Erlang/OTP: republishing node info to epmd after it’s failed
Part of the Erlang/OTP model is a separate naming server called epmd (protocol info) which is used to keep track of all Erlang nodes local to a machine and the ports to which other nodes may utilize to make direct connections to. A problem with the current design is that epmd stores data in memory only and should it crash all the data related to previously connected nodes is lost.
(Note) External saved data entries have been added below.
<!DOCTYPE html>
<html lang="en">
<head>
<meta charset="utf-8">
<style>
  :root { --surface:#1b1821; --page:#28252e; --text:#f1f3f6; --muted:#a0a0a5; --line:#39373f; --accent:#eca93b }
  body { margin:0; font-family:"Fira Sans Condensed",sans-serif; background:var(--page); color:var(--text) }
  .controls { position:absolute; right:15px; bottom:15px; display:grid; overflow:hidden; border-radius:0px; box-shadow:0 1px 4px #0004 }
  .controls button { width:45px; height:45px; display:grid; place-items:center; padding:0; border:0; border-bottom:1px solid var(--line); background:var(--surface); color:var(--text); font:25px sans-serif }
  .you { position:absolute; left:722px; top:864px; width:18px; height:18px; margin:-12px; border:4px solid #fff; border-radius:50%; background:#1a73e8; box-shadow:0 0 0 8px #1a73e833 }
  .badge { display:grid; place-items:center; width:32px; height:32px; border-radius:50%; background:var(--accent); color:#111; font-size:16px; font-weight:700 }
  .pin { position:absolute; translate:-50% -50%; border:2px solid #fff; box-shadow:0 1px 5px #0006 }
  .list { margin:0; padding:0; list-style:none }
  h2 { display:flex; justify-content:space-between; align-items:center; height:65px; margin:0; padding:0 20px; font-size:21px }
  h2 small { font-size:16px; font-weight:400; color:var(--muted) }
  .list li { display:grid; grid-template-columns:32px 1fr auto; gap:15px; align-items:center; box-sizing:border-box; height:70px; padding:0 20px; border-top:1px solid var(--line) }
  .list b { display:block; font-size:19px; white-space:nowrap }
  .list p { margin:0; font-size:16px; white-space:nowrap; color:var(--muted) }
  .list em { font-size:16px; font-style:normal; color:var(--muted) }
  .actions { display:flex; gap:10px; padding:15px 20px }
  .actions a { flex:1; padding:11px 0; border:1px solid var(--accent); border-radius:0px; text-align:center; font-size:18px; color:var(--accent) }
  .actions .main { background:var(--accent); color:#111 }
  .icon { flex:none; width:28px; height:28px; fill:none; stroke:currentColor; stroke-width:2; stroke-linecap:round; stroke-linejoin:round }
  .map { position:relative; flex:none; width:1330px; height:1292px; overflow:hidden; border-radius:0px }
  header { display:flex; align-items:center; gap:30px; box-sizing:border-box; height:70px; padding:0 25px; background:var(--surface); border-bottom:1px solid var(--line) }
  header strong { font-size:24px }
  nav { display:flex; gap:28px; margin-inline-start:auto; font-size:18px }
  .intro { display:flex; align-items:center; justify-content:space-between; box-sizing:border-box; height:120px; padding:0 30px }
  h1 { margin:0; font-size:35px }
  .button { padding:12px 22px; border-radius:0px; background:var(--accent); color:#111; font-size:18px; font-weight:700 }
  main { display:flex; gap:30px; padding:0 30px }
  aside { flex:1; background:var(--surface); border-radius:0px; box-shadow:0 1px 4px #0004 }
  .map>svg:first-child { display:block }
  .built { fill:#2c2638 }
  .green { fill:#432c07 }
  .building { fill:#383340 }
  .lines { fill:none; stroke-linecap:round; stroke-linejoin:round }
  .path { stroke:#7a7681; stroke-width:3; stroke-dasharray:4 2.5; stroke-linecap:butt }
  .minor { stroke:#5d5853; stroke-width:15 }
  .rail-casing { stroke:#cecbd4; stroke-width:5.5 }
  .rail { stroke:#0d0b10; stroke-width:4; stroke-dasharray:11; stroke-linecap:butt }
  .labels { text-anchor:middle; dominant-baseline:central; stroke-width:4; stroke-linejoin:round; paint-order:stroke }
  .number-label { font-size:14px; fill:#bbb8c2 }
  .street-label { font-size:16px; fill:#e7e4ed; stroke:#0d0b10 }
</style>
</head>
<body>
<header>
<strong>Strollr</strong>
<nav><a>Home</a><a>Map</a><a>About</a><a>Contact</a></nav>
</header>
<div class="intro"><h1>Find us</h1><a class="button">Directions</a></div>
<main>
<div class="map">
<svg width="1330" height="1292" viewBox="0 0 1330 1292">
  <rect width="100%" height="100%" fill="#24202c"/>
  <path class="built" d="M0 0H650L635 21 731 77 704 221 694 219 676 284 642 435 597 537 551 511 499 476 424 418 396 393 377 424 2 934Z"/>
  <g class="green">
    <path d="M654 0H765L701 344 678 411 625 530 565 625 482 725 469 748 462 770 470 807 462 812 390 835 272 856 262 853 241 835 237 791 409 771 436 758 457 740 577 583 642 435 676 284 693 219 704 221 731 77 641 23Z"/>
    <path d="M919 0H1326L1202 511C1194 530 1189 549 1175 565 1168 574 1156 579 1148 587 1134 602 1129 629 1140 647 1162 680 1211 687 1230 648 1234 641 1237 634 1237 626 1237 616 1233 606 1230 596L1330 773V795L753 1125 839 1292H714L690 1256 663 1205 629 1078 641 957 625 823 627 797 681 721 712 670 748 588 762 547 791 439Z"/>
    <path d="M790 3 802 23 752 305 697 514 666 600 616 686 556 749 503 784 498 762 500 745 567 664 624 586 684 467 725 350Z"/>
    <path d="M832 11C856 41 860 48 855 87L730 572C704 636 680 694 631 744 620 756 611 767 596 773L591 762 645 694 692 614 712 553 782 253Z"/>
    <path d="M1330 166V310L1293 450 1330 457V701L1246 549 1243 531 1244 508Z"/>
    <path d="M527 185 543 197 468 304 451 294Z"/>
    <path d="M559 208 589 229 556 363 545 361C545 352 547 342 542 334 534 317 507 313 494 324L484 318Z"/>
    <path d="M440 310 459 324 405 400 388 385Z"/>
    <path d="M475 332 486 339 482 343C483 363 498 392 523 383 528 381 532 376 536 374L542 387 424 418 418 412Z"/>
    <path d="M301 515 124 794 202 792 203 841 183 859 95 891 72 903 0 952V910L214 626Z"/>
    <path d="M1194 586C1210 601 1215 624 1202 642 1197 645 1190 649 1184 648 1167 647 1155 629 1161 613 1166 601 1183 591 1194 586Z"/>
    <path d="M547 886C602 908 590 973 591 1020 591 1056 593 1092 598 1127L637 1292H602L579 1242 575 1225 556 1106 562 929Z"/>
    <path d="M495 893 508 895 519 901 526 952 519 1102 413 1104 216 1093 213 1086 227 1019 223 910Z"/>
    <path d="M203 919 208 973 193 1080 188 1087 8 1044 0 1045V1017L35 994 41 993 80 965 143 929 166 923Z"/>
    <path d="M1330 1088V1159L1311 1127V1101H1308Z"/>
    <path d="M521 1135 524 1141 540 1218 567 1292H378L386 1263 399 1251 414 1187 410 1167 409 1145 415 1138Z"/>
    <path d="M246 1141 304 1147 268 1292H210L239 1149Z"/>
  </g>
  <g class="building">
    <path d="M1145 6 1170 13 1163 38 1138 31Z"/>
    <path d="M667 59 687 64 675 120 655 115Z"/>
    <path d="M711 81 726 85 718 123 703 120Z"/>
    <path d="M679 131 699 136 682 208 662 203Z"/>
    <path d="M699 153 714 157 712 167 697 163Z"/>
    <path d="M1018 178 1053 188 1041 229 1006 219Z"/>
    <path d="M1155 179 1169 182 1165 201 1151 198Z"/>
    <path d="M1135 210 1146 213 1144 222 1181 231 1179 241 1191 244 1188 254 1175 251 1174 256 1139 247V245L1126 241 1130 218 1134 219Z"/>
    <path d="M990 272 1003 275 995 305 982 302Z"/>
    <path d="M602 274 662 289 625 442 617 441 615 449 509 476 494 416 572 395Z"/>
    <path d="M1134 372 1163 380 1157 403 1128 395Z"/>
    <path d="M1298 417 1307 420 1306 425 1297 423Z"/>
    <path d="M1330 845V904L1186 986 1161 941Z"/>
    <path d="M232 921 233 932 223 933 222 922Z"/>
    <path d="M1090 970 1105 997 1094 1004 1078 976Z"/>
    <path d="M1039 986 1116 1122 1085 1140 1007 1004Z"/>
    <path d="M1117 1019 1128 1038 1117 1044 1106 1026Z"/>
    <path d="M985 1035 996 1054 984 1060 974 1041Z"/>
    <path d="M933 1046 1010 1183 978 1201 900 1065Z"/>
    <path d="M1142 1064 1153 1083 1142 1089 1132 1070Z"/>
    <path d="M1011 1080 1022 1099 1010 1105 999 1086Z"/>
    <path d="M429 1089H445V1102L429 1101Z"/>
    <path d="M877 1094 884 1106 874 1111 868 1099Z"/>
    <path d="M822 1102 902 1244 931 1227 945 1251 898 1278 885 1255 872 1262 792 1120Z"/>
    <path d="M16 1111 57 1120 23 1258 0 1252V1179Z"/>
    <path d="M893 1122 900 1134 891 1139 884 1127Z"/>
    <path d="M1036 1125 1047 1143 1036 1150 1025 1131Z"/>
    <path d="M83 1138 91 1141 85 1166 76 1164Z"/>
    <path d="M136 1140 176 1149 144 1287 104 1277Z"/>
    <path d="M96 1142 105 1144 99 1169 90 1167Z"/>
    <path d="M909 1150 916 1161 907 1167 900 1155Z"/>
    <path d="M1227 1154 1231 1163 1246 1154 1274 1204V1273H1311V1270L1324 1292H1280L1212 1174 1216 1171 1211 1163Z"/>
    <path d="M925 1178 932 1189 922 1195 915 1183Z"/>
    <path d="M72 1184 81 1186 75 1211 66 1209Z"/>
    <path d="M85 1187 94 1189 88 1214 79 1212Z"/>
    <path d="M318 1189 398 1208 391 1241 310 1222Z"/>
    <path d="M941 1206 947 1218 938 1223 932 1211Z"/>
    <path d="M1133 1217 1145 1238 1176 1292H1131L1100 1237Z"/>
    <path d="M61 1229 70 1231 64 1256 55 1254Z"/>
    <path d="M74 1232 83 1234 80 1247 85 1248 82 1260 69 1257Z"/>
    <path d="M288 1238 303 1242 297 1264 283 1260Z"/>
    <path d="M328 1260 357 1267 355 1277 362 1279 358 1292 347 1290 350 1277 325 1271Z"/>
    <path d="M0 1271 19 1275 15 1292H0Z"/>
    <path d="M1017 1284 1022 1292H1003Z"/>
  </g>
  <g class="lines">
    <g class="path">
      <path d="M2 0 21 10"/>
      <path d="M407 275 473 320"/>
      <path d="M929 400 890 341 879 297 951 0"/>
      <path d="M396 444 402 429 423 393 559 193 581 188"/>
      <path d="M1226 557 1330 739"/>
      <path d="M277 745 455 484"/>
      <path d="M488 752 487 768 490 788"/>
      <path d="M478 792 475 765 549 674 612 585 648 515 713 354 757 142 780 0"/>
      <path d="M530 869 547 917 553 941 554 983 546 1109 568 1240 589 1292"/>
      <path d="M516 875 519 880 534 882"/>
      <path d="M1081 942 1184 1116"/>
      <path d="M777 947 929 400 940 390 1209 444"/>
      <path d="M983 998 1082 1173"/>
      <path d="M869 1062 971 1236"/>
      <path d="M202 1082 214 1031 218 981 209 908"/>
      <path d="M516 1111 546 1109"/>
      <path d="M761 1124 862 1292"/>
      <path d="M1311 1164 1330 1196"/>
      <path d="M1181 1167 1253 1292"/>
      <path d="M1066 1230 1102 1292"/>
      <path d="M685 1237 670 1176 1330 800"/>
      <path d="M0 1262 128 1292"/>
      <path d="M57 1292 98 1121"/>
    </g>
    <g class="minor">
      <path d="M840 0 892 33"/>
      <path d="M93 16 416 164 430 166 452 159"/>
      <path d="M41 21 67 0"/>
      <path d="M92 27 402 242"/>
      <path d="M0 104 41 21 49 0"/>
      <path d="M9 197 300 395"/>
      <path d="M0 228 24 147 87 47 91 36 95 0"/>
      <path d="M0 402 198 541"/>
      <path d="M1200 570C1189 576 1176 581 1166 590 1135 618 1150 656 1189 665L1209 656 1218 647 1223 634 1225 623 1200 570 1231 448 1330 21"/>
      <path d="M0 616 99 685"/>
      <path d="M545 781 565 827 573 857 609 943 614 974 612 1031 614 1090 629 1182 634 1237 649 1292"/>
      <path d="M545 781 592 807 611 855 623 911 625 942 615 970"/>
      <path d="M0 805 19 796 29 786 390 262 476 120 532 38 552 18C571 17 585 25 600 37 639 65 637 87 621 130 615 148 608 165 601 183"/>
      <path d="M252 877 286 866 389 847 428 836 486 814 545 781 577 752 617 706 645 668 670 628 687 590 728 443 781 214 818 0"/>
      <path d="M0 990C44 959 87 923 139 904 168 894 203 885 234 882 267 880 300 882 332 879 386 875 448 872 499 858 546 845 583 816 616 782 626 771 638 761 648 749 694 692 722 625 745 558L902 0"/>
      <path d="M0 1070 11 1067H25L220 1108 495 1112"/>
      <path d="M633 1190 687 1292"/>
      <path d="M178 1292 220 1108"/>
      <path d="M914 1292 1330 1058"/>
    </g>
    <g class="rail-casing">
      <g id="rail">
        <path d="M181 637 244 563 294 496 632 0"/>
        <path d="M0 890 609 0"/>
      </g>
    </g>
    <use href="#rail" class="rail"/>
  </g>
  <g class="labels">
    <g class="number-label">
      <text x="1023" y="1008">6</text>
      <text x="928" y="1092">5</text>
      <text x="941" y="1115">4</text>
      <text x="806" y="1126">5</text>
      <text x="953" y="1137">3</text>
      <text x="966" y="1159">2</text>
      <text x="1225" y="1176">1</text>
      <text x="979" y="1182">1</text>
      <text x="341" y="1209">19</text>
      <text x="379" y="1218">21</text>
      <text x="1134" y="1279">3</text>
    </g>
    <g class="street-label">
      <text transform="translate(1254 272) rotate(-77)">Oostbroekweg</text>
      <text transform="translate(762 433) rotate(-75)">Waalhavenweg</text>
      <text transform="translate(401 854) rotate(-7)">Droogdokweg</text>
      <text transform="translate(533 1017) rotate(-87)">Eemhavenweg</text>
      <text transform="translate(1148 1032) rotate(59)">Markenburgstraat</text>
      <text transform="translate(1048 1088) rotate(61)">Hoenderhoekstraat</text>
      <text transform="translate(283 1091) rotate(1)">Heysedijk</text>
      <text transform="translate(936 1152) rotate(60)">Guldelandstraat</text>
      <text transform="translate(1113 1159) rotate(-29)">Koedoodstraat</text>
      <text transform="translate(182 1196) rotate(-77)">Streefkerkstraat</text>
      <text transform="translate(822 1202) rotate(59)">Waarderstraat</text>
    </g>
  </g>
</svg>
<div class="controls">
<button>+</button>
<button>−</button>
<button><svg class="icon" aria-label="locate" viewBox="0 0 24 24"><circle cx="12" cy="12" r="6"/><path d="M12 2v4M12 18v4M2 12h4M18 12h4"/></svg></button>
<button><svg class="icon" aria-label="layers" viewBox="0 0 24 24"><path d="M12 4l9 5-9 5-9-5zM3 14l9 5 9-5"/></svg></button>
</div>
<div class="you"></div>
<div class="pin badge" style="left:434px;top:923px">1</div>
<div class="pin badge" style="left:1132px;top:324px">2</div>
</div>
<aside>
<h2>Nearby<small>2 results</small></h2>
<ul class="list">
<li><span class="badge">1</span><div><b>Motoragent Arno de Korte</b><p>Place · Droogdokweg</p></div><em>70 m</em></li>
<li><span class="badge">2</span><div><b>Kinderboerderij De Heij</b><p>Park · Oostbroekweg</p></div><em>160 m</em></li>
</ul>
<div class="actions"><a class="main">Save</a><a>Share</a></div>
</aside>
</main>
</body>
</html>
Nodes already connected won’t be effected and new nodes will be able to reach each other but old and new nodes will have no ability to link. epmd is designed to be simple so that crashes are very unlikely but for a system which is supposed to provide nine 9’s reliability I find it odd that a simple retry isn’t even attempted .
http://blog.ulfurinn.net/2009/1/17/emergency-epmd-reanimation
After finding out this I scanned Google to confirm and ran across a few mailing list posts which recommended placing epmd in /etc/inittab so that should it ever die or is killed it will be restarted but this doesn’t solve the problem where the old nodes are no longer registered with epmd. The link above shows how to use the erl_epmd server to reregister the node but one needs to know the name and port which the Erlang instance is listening on. After digging around in lib/kernel/src/erl_epmd.erl I found that the name and port were kept in it’s state and there was an undocumented call which would return them call ‘client_info_req’. So rather than using netstat or lsof and remembering the node name as required above one can automate the process.
Which I’ve done. I through together an OTP app which will poll epmd and scan for an entry for the node. If it’s not found it will reregister itself. Optionally it will also attempt to restart epmd in daemon mode. An event based implementation would be best but I currently don’t know enough to know if that’s even possible. For the time being this will help maintain that nine 9’s uptime.